(Collected data entries)
◇ ◇ ◇ ◇

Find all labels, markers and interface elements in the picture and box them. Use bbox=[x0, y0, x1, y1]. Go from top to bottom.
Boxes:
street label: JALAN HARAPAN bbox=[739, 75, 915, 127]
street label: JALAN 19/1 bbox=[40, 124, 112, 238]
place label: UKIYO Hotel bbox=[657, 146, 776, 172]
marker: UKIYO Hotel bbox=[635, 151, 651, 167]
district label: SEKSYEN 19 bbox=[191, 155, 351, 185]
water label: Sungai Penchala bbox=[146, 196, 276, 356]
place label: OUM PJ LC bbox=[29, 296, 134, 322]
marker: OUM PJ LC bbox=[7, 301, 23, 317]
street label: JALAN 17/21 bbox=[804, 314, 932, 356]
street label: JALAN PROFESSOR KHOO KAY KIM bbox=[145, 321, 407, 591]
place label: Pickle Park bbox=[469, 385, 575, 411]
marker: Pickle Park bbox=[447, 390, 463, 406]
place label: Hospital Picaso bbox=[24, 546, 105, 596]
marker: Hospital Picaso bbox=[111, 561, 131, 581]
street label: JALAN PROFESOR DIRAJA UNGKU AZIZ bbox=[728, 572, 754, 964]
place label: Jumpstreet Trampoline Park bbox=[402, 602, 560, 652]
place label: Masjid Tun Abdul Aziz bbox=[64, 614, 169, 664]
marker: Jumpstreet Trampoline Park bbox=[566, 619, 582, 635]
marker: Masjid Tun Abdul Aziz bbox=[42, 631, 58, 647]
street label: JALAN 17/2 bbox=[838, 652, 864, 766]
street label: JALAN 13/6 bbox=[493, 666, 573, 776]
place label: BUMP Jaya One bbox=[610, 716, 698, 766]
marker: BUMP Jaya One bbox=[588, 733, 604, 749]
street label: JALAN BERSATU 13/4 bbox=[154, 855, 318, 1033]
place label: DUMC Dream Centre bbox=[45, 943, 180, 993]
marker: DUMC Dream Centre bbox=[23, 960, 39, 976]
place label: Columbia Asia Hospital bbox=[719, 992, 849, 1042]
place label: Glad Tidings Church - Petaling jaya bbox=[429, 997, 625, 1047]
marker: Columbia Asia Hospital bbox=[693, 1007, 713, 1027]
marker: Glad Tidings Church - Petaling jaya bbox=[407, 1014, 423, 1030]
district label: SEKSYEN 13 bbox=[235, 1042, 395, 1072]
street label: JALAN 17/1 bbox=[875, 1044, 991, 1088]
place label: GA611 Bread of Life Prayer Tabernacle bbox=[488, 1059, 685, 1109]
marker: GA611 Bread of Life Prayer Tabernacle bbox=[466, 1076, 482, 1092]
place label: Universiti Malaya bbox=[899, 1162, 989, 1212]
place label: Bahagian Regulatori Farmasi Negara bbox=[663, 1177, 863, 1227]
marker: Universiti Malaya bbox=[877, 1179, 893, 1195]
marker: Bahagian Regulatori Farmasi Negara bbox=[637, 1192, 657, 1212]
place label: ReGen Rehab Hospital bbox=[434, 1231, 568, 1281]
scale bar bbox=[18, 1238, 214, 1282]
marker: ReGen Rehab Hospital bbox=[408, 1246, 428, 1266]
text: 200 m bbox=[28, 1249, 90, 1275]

◇ ◇ ◇ ◇

[TASK PROMPT]:
Repeat every entry word for word.

[EXERCISE ANSWER]:
Find all labels, markers and interface elements in the picture and box them. Use bbox=[x0, y0, x1, y1]. Go from top to bottom.
Boxes:
street label: JALAN HARAPAN bbox=[739, 75, 915, 127]
street label: JALAN 19/1 bbox=[40, 124, 112, 238]
place label: UKIYO Hotel bbox=[657, 146, 776, 172]
marker: UKIYO Hotel bbox=[635, 151, 651, 167]
district label: SEKSYEN 19 bbox=[191, 155, 351, 185]
water label: Sungai Penchala bbox=[146, 196, 276, 356]
place label: OUM PJ LC bbox=[29, 296, 134, 322]
marker: OUM PJ LC bbox=[7, 301, 23, 317]
street label: JALAN 17/21 bbox=[804, 314, 932, 356]
street label: JALAN PROFESSOR KHOO KAY KIM bbox=[145, 321, 407, 591]
place label: Pickle Park bbox=[469, 385, 575, 411]
marker: Pickle Park bbox=[447, 390, 463, 406]
place label: Hospital Picaso bbox=[24, 546, 105, 596]
marker: Hospital Picaso bbox=[111, 561, 131, 581]
street label: JALAN PROFESOR DIRAJA UNGKU AZIZ bbox=[728, 572, 754, 964]
place label: Jumpstreet Trampoline Park bbox=[402, 602, 560, 652]
place label: Masjid Tun Abdul Aziz bbox=[64, 614, 169, 664]
marker: Jumpstreet Trampoline Park bbox=[566, 619, 582, 635]
marker: Masjid Tun Abdul Aziz bbox=[42, 631, 58, 647]
street label: JALAN 17/2 bbox=[838, 652, 864, 766]
street label: JALAN 13/6 bbox=[493, 666, 573, 776]
place label: BUMP Jaya One bbox=[610, 716, 698, 766]
marker: BUMP Jaya One bbox=[588, 733, 604, 749]
street label: JALAN BERSATU 13/4 bbox=[154, 855, 318, 1033]
place label: DUMC Dream Centre bbox=[45, 943, 180, 993]
marker: DUMC Dream Centre bbox=[23, 960, 39, 976]
place label: Columbia Asia Hospital bbox=[719, 992, 849, 1042]
place label: Glad Tidings Church - Petaling jaya bbox=[429, 997, 625, 1047]
marker: Columbia Asia Hospital bbox=[693, 1007, 713, 1027]
marker: Glad Tidings Church - Petaling jaya bbox=[407, 1014, 423, 1030]
district label: SEKSYEN 13 bbox=[235, 1042, 395, 1072]
street label: JALAN 17/1 bbox=[875, 1044, 991, 1088]
place label: GA611 Bread of Life Prayer Tabernacle bbox=[488, 1059, 685, 1109]
marker: GA611 Bread of Life Prayer Tabernacle bbox=[466, 1076, 482, 1092]
place label: Universiti Malaya bbox=[899, 1162, 989, 1212]
place label: Bahagian Regulatori Farmasi Negara bbox=[663, 1177, 863, 1227]
marker: Universiti Malaya bbox=[877, 1179, 893, 1195]
marker: Bahagian Regulatori Farmasi Negara bbox=[637, 1192, 657, 1212]
place label: ReGen Rehab Hospital bbox=[434, 1231, 568, 1281]
scale bar bbox=[18, 1238, 214, 1282]
marker: ReGen Rehab Hospital bbox=[408, 1246, 428, 1266]
text: 200 m bbox=[28, 1249, 90, 1275]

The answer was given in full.